Near the state’s first oil field a blizzard in 1910 wrecked the vessel Portland. The ship had started the Klondike Gold Rush of 1897 by delivering gold to Seattle, Wash. In 1933, Alaska’s first refinery fire made a ghost town out of Kattala, Alaska.

Miller Energy Resources Inc. (MILL) took a step into that wilderness last year, intensifying its presence in Alaska.

Now it is making plans to sell assets after divesting its Tennessee oil and gas assets for $4.2 million and re-focusing as an Alaskan pure play.

After being hit with commodity prices and scrutinized for possible bankruptcy, the company said July 29 that it’s repositioning its capital to gain liquidity and optimize value and growth potential from its core asset base.

"As with a number of E&P companies, continued soft oil prices have challenged our business," said Carl F. Giesler, Miller's CEO. “That impact has been exacerbated by past capital, financing and drilling decisions that, at least in retrospect, left us poorly positioned for such market conditions.”

After its fiscal fourth-quarter 2015 move to Houston from Knoxville, Tenn., Miller’s management and board are now working to restructure its capital and potentially sell noncore assets.

The company’s goal remains the same: develop its core Cook Inlet assets in a safe, disciplined and return-focused manner; and to stream-line its cost and organizational structure.

Giesler also said that while he understands speculation about the company’s finances, “we don't intend to file for bankruptcy, given our current circumstances."

The company has several momentum changers at hand.

Miller has signed a commencement agreement with a private financing source for a $165 million loan that would largely pay off the company’s debt. The loan is under review for due diligence and legal requirements.

It is also considering several offers for its assets.

One scenario would see Miller part with assets it closed in December in a $9 million merger with Savant Alaska LLC.

Miller bought Savant’s 67.5% working interest in the Badami Unit, 100% ownership in nearby leases, and midstream assets located in Alaska’s North Slope. The deal added 600 net barrels of oil per day (bbl/d) to the company’s production.

The company is also exploring a sale lease back financing for the company's rigs.

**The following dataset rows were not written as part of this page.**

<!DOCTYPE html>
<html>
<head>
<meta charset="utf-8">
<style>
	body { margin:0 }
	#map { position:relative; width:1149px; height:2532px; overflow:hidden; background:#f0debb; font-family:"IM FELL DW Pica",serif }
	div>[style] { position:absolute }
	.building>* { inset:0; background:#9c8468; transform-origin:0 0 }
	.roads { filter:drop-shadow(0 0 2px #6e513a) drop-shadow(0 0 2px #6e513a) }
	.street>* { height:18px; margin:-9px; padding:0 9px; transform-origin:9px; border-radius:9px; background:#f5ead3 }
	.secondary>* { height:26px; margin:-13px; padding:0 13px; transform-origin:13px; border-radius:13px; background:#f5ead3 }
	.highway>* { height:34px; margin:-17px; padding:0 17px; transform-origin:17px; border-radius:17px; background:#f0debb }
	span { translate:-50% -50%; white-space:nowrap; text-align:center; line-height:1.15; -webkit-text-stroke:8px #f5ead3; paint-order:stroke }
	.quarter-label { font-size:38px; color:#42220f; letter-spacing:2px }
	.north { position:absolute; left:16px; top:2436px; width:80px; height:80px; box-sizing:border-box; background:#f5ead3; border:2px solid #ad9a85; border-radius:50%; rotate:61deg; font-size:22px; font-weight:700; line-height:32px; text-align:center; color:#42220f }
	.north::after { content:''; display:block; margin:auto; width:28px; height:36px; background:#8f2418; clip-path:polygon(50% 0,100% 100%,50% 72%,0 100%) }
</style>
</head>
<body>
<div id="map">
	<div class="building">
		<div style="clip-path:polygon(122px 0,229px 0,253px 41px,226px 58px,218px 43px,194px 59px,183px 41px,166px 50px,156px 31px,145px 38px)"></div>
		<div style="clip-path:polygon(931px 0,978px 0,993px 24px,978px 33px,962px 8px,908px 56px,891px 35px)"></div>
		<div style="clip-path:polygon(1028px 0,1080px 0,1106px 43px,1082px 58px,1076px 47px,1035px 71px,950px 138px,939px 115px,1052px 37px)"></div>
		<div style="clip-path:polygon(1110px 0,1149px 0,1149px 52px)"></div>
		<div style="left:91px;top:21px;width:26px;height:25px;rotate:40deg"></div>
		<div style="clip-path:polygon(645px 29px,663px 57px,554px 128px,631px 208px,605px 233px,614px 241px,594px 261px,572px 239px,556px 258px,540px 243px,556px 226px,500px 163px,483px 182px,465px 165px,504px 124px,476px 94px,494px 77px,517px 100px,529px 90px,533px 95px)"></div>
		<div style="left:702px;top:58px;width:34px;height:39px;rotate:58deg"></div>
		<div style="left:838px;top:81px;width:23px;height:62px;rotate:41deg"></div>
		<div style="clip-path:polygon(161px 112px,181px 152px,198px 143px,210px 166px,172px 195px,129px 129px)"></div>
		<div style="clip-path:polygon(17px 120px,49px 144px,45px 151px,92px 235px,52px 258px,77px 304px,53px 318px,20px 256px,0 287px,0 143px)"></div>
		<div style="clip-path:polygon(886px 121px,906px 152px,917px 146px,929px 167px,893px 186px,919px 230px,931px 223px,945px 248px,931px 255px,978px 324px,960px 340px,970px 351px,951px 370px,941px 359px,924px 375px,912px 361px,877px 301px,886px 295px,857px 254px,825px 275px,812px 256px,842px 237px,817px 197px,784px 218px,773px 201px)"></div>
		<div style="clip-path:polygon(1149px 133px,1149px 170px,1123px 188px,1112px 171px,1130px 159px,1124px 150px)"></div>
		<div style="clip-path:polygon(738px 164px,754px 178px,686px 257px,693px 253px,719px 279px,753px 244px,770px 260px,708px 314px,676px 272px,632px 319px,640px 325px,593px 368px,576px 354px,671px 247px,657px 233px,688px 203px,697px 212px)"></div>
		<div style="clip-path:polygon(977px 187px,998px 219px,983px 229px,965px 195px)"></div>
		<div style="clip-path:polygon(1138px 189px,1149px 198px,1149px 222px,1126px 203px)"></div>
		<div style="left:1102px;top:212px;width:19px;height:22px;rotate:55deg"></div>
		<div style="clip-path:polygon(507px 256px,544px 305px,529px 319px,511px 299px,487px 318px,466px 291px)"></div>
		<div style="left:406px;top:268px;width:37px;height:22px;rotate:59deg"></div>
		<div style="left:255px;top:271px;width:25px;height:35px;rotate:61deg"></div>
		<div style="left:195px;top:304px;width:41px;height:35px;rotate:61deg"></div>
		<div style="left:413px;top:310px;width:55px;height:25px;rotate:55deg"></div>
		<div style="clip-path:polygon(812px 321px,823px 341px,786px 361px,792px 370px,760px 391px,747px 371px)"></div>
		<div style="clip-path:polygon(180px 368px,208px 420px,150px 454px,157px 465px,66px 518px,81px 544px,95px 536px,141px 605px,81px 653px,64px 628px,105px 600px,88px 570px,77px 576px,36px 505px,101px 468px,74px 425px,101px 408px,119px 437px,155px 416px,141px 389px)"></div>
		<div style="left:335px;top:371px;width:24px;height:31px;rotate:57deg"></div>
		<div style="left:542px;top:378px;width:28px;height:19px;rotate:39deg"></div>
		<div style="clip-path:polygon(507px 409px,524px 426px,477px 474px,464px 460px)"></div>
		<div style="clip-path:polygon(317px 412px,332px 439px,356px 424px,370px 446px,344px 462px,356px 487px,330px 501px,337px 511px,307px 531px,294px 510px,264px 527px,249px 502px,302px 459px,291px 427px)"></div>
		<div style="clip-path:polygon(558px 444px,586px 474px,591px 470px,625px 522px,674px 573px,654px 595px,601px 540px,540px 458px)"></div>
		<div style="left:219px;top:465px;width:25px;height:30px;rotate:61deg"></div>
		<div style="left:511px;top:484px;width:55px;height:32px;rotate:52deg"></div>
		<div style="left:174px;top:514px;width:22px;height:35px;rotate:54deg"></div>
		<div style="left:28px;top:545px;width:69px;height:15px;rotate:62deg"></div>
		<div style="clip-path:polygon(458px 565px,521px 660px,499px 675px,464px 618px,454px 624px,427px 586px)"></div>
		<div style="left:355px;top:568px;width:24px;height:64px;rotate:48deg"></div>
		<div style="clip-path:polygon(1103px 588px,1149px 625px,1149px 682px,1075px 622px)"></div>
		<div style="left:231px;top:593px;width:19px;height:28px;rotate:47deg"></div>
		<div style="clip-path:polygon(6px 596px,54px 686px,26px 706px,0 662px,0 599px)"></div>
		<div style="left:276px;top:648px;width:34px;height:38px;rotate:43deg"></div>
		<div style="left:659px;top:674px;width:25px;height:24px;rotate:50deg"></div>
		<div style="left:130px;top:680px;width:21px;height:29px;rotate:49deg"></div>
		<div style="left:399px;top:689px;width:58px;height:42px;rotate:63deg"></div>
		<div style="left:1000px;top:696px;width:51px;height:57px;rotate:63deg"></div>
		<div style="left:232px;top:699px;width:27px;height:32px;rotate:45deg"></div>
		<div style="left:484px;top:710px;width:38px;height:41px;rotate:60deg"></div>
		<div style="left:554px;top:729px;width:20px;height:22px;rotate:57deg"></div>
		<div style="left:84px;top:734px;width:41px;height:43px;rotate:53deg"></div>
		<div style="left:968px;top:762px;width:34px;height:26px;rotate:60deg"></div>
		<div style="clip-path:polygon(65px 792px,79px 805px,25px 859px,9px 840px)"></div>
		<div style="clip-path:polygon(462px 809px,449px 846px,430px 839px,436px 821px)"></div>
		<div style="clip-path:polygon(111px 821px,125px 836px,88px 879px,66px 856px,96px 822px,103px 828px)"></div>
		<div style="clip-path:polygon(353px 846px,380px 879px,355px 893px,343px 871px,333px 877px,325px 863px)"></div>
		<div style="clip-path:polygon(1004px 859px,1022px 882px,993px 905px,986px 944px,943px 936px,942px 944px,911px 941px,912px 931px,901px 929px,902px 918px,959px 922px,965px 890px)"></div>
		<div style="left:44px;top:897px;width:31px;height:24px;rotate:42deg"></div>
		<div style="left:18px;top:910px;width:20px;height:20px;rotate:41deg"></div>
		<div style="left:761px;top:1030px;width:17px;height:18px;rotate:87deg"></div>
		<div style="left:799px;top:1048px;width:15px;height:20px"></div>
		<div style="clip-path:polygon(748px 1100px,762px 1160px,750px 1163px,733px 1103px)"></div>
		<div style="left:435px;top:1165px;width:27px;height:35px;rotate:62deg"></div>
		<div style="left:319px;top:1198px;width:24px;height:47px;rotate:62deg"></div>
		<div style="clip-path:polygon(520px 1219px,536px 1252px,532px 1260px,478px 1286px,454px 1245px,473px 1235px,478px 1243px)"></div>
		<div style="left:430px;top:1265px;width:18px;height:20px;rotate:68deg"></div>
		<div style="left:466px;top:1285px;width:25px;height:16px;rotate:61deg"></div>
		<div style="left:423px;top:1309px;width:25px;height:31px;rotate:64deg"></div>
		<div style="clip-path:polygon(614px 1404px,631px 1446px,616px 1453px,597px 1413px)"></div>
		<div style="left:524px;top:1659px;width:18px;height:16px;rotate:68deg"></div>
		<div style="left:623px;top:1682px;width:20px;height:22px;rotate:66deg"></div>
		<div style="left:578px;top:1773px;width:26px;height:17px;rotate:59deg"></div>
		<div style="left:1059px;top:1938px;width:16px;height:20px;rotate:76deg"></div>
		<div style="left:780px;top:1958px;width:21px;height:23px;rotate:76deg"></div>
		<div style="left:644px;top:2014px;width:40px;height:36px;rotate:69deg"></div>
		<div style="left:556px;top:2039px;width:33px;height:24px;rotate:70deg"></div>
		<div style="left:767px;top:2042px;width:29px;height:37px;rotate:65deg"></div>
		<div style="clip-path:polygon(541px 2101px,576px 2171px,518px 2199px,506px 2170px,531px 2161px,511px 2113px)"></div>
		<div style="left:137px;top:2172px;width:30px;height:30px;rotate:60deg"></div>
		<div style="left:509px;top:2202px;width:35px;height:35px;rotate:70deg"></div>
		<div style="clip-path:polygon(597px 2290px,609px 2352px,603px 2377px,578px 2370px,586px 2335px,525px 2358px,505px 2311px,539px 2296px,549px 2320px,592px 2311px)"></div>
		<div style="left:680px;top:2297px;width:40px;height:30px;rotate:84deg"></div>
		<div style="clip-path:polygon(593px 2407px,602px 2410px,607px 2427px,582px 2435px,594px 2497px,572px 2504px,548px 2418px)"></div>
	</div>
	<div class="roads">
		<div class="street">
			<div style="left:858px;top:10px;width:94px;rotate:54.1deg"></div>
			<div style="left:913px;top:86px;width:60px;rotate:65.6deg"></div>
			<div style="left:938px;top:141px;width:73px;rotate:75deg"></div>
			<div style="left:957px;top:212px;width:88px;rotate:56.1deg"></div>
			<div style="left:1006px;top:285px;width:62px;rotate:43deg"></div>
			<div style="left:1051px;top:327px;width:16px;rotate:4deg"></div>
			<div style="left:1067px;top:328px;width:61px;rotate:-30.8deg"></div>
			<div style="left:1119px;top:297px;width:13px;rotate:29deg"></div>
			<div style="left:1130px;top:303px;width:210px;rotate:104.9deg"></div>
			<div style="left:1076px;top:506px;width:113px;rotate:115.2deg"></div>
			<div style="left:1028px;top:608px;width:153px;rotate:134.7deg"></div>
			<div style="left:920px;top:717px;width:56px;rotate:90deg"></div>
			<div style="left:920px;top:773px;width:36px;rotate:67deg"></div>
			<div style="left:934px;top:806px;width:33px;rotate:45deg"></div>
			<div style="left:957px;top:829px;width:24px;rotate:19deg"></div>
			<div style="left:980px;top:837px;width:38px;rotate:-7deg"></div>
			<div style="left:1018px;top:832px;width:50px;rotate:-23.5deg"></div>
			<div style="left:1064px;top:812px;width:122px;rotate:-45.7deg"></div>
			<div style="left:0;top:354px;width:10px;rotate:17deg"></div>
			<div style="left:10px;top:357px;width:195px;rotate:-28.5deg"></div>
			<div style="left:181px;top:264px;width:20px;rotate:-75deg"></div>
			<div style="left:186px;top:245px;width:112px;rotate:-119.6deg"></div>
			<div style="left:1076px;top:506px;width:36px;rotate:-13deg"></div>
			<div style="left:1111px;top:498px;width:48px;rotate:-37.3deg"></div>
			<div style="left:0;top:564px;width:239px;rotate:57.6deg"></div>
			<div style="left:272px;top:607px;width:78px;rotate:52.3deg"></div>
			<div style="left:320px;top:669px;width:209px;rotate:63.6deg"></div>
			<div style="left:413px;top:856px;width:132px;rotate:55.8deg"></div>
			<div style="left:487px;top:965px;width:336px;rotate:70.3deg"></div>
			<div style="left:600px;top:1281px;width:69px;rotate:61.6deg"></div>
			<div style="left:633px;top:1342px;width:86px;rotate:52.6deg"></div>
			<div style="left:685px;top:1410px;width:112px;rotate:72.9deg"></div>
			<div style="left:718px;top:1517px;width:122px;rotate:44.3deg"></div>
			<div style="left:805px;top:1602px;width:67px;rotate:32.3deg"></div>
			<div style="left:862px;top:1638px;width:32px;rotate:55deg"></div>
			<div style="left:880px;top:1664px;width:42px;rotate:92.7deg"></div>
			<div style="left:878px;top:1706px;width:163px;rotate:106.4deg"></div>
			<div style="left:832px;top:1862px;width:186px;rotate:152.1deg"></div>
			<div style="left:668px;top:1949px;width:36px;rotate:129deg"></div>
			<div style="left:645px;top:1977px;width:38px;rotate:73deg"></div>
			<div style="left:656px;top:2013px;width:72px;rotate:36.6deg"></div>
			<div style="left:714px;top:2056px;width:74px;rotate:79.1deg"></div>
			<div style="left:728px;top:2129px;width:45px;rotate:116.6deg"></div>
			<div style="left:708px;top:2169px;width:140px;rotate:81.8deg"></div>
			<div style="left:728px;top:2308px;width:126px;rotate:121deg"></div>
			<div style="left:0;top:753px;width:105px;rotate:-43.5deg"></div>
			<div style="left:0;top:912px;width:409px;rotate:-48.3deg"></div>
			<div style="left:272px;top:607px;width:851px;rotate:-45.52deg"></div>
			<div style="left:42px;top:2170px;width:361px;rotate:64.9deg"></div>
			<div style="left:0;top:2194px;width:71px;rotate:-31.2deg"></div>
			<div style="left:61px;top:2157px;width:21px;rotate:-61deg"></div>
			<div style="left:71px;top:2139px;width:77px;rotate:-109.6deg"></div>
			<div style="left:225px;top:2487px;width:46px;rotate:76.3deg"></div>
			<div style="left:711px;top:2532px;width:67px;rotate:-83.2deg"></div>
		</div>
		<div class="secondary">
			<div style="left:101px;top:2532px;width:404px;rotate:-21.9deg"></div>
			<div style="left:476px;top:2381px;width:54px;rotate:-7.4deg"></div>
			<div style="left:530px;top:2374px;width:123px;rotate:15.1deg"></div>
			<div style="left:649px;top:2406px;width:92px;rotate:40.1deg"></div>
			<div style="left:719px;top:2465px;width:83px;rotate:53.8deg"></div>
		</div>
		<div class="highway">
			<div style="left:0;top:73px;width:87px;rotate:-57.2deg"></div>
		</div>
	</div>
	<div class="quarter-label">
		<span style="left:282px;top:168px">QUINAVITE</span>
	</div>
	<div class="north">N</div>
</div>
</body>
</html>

In 2014, the company also bought a $7 million rig and entered into a $3.2 million capital lease to finance the purchase and future modifications of another rig. As of June, the company had four rigs collectively valued at $53 million.

"We believe that, with the offers and options we have available to us, no one else should count us out," Geisler said.

Despite the timing, Miller’s move to Alaska hasn’t been all bad.

Alaska’s tax system is remarkably advantageous to operators since the government relies on production tax revenue for 90% of its operating budget.

The tax credits have historically reimbursed Miller’s drilling and completions (D&C) costs and carried-forward annual loss credits in the Cook Inlet area by 35-65%. In March, the company received $21 million in cash for the credits, which are available regardless of a well’s success.

As of April 30, Miller had state tax credits receivable, net of $41.5 million outstanding. Miller has already collected $9.3 million in cash and expects to receive at least $23.7 million in cash by the end of August.

The company has bumped up revenue and production since moving north.

Annual revenue was $85.3 million for fiscal 2015, up 21% from $70.6 million.

The company has also increased production since its move. Adjusted EBITDA was $78.6 million in fiscal 2015, up about 108% from $37.8 million in 2014.

Miller also entered a gas-supply contract with an Alaska utility for up to 12 million cubic feet per day (cf/d) that pays $6.50/Mcf through 2016.